--- TASK ---
Output the complete listing exactly, please, and keep the pictures out of it.

--- SUPPLIED DATA ---
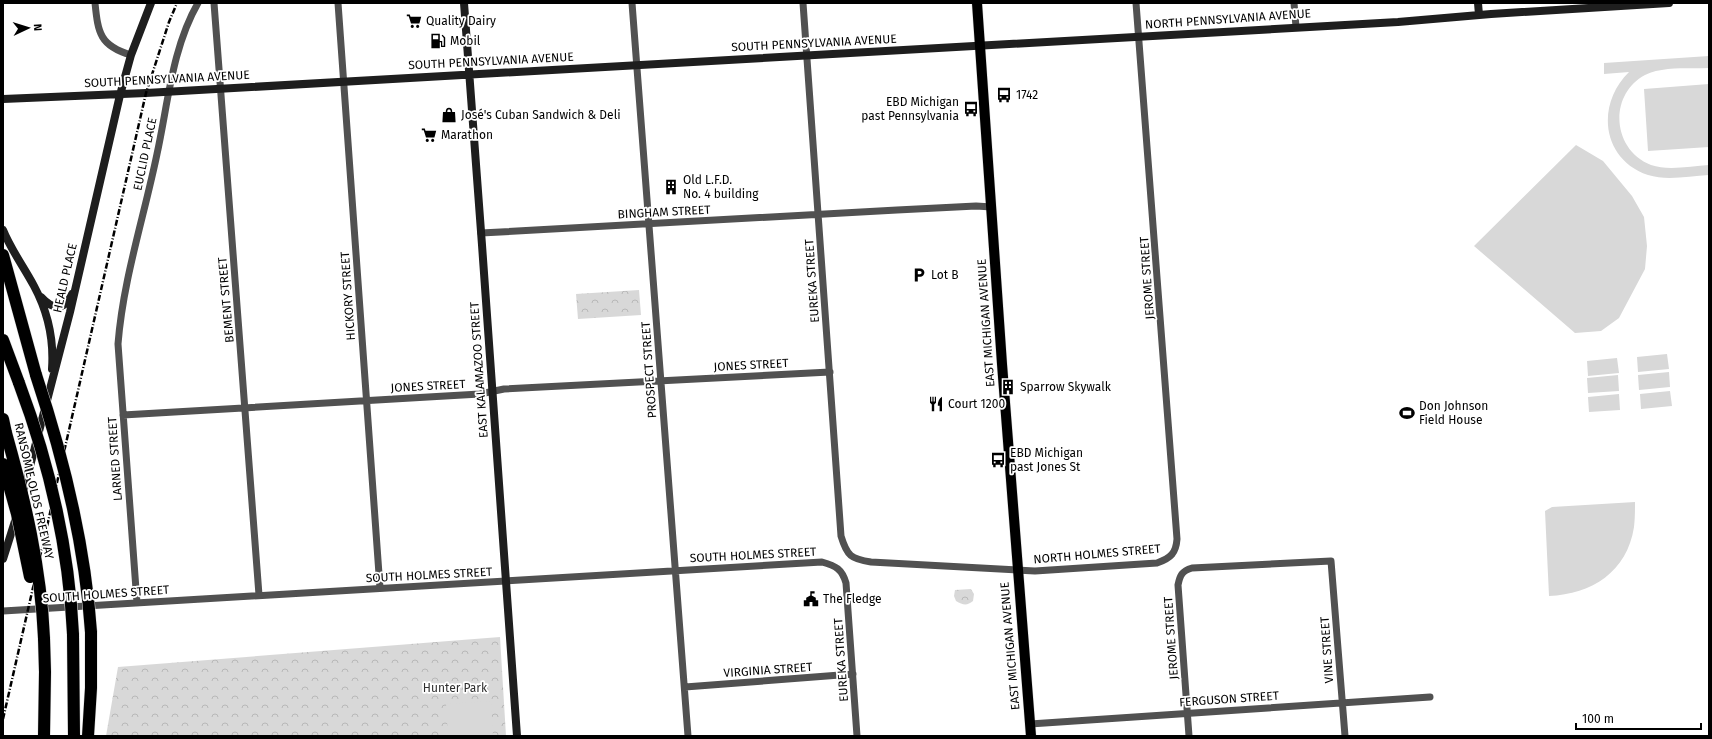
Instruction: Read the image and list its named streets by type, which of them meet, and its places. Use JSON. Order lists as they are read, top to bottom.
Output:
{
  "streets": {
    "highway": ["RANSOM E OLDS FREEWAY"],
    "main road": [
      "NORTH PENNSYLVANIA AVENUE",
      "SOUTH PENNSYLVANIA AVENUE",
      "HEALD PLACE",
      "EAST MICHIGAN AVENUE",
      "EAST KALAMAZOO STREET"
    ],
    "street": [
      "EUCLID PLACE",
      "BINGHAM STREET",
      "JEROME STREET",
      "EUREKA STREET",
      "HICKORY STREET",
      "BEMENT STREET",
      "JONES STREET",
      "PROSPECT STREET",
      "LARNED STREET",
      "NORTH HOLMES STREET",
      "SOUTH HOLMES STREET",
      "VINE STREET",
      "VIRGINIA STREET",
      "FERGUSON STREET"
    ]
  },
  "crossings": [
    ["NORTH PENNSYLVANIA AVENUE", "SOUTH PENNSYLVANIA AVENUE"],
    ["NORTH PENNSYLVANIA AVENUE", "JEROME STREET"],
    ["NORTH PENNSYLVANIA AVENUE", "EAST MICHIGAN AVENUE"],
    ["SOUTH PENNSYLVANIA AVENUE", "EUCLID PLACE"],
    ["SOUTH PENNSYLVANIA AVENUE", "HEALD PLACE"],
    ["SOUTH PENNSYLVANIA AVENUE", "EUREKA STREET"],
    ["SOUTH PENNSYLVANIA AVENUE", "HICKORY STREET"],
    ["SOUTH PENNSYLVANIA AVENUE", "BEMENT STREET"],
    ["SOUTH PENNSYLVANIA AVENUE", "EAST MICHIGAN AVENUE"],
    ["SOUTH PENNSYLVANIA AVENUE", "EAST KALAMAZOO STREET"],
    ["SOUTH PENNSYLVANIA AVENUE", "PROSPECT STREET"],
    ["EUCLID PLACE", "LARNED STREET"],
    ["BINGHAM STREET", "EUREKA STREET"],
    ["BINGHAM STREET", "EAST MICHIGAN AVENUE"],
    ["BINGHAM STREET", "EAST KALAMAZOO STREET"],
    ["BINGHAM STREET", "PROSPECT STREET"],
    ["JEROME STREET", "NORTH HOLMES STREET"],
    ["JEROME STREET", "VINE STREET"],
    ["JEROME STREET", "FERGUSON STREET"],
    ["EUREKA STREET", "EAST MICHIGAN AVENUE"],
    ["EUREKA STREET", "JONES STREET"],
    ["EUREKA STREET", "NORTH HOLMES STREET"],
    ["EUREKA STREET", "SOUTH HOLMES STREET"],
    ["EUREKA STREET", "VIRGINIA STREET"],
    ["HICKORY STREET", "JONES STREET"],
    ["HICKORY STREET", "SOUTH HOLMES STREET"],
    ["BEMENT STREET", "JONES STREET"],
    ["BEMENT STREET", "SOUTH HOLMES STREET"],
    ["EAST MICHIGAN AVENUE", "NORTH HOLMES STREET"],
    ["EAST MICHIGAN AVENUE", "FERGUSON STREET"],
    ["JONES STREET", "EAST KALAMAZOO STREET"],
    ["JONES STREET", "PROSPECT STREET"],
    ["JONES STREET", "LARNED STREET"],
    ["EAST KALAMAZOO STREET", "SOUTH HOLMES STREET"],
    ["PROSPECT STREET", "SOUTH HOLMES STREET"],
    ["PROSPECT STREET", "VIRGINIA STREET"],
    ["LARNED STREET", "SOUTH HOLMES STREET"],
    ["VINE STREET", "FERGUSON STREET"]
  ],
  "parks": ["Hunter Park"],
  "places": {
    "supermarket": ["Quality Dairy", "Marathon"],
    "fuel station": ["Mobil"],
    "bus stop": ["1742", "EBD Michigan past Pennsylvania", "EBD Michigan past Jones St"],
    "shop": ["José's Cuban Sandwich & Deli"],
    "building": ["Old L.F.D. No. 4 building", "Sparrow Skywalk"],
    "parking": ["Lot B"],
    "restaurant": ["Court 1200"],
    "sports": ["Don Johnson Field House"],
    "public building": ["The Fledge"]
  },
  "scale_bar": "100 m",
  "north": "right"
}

--- EXERCISE RESPONSE ---
Instruction: Read the image and list its named streets by type, which of them meet, and its places. Use JSON. Order lists as they are read, top to bottom.
Output:
{
  "streets": {
    "highway": ["RANSOM E OLDS FREEWAY"],
    "main road": [
      "NORTH PENNSYLVANIA AVENUE",
      "SOUTH PENNSYLVANIA AVENUE",
      "HEALD PLACE",
      "EAST MICHIGAN AVENUE",
      "EAST KALAMAZOO STREET"
    ],
    "street": [
      "EUCLID PLACE",
      "BINGHAM STREET",
      "JEROME STREET",
      "EUREKA STREET",
      "HICKORY STREET",
      "BEMENT STREET",
      "JONES STREET",
      "PROSPECT STREET",
      "LARNED STREET",
      "NORTH HOLMES STREET",
      "SOUTH HOLMES STREET",
      "VINE STREET",
      "VIRGINIA STREET",
      "FERGUSON STREET"
    ]
  },
  "crossings": [
    ["NORTH PENNSYLVANIA AVENUE", "SOUTH PENNSYLVANIA AVENUE"],
    ["NORTH PENNSYLVANIA AVENUE", "JEROME STREET"],
    ["NORTH PENNSYLVANIA AVENUE", "EAST MICHIGAN AVENUE"],
    ["SOUTH PENNSYLVANIA AVENUE", "EUCLID PLACE"],
    ["SOUTH PENNSYLVANIA AVENUE", "HEALD PLACE"],
    ["SOUTH PENNSYLVANIA AVENUE", "EUREKA STREET"],
    ["SOUTH PENNSYLVANIA AVENUE", "HICKORY STREET"],
    ["SOUTH PENNSYLVANIA AVENUE", "BEMENT STREET"],
    ["SOUTH PENNSYLVANIA AVENUE", "EAST MICHIGAN AVENUE"],
    ["SOUTH PENNSYLVANIA AVENUE", "EAST KALAMAZOO STREET"],
    ["SOUTH PENNSYLVANIA AVENUE", "PROSPECT STREET"],
    ["EUCLID PLACE", "LARNED STREET"],
    ["BINGHAM STREET", "EUREKA STREET"],
    ["BINGHAM STREET", "EAST MICHIGAN AVENUE"],
    ["BINGHAM STREET", "EAST KALAMAZOO STREET"],
    ["BINGHAM STREET", "PROSPECT STREET"],
    ["JEROME STREET", "NORTH HOLMES STREET"],
    ["JEROME STREET", "VINE STREET"],
    ["JEROME STREET", "FERGUSON STREET"],
    ["EUREKA STREET", "EAST MICHIGAN AVENUE"],
    ["EUREKA STREET", "JONES STREET"],
    ["EUREKA STREET", "NORTH HOLMES STREET"],
    ["EUREKA STREET", "SOUTH HOLMES STREET"],
    ["EUREKA STREET", "VIRGINIA STREET"],
    ["HICKORY STREET", "JONES STREET"],
    ["HICKORY STREET", "SOUTH HOLMES STREET"],
    ["BEMENT STREET", "JONES STREET"],
    ["BEMENT STREET", "SOUTH HOLMES STREET"],
    ["EAST MICHIGAN AVENUE", "NORTH HOLMES STREET"],
    ["EAST MICHIGAN AVENUE", "FERGUSON STREET"],
    ["JONES STREET", "EAST KALAMAZOO STREET"],
    ["JONES STREET", "PROSPECT STREET"],
    ["JONES STREET", "LARNED STREET"],
    ["EAST KALAMAZOO STREET", "SOUTH HOLMES STREET"],
    ["PROSPECT STREET", "SOUTH HOLMES STREET"],
    ["PROSPECT STREET", "VIRGINIA STREET"],
    ["LARNED STREET", "SOUTH HOLMES STREET"],
    ["VINE STREET", "FERGUSON STREET"]
  ],
  "parks": ["Hunter Park"],
  "places": {
    "supermarket": ["Quality Dairy", "Marathon"],
    "fuel station": ["Mobil"],
    "bus stop": ["1742", "EBD Michigan past Pennsylvania", "EBD Michigan past Jones St"],
    "shop": ["José's Cuban Sandwich & Deli"],
    "building": ["Old L.F.D. No. 4 building", "Sparrow Skywalk"],
    "parking": ["Lot B"],
    "restaurant": ["Court 1200"],
    "sports": ["Don Johnson Field House"],
    "public building": ["The Fledge"]
  },
  "scale_bar": "100 m",
  "north": "right"
}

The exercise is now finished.